■ **TASK TO CARRY OUT**
Every line below that holds "without" must be copied.
── EXERCISE MATERIALS
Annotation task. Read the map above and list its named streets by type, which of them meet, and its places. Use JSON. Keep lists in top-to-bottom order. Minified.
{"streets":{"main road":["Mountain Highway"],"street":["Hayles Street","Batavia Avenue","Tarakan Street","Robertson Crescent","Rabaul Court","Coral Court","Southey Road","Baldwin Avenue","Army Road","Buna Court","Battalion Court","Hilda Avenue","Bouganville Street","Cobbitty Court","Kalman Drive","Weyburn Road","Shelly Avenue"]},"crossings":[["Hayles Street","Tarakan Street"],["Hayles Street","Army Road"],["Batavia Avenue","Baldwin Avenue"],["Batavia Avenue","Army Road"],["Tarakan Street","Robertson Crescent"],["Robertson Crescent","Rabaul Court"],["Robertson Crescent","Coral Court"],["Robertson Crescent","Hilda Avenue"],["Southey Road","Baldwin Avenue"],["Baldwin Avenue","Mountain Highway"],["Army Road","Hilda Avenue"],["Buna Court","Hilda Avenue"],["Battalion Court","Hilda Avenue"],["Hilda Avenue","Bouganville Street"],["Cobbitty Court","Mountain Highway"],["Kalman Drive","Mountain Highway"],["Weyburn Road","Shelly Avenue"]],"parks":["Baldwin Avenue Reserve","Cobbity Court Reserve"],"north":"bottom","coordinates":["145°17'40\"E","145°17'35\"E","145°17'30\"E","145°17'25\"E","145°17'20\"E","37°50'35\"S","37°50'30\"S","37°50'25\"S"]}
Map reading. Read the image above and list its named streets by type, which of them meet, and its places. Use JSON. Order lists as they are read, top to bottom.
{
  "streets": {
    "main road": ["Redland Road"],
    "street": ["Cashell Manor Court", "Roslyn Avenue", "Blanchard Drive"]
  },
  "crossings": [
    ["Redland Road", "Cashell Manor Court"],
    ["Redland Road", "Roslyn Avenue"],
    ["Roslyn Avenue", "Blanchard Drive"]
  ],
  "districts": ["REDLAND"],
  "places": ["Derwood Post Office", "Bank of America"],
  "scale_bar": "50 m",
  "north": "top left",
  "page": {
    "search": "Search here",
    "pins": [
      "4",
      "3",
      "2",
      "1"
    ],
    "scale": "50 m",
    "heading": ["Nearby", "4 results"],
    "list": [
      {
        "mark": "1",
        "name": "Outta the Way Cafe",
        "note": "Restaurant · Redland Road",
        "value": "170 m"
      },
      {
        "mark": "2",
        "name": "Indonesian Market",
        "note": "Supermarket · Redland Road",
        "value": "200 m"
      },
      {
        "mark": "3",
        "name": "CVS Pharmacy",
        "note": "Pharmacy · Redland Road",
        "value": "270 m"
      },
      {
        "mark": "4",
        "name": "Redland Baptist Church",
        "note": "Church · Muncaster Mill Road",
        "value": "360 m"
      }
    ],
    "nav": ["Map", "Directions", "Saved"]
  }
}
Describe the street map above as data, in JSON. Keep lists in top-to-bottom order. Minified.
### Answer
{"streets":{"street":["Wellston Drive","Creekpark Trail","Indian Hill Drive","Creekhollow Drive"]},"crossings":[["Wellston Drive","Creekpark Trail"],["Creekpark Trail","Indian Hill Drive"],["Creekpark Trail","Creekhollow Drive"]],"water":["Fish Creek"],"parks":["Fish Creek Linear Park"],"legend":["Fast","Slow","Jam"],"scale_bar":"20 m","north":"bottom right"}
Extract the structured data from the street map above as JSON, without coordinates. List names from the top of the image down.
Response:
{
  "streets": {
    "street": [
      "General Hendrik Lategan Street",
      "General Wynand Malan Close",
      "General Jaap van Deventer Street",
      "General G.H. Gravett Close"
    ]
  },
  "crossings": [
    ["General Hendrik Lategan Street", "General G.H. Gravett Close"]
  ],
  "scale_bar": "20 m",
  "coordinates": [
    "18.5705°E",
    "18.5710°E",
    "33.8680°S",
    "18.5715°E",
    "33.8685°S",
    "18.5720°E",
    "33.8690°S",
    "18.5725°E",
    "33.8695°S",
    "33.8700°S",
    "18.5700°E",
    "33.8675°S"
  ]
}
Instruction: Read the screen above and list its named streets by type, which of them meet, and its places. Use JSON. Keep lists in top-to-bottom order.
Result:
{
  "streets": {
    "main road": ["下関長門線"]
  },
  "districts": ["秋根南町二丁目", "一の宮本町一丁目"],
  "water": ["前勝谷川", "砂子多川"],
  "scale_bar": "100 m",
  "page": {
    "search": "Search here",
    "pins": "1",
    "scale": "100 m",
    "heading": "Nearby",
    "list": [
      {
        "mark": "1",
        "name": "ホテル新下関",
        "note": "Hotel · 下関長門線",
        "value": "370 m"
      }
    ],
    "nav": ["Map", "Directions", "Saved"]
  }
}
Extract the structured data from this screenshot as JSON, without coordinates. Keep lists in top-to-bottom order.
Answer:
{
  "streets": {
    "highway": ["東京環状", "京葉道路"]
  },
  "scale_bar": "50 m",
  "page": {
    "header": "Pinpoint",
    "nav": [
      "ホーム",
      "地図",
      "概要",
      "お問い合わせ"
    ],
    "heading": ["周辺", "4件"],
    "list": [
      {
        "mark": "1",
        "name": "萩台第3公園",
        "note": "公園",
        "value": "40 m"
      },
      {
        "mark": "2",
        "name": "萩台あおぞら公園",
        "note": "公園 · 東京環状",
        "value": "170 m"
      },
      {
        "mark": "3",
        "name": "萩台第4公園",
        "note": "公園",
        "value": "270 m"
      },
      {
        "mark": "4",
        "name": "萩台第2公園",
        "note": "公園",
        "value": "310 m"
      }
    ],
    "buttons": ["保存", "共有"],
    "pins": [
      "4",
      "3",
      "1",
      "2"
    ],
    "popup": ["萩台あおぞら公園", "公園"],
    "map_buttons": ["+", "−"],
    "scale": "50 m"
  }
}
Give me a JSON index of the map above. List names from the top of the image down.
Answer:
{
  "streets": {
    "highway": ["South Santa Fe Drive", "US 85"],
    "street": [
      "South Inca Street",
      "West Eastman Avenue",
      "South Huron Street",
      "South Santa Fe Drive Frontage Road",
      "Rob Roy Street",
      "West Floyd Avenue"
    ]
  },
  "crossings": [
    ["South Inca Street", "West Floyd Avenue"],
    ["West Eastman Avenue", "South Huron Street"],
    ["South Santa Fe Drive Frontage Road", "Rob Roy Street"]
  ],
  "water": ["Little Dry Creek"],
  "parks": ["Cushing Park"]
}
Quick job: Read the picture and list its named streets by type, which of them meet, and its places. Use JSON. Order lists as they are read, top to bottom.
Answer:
────
■ **THE COMPLETED TASK**
Extract the structured data from the street map above as JSON, without coordinates. List names from the top of the image down.
Extract the structured data from this screenshot as JSON, without coordinates. Keep lists in top-to-bottom order.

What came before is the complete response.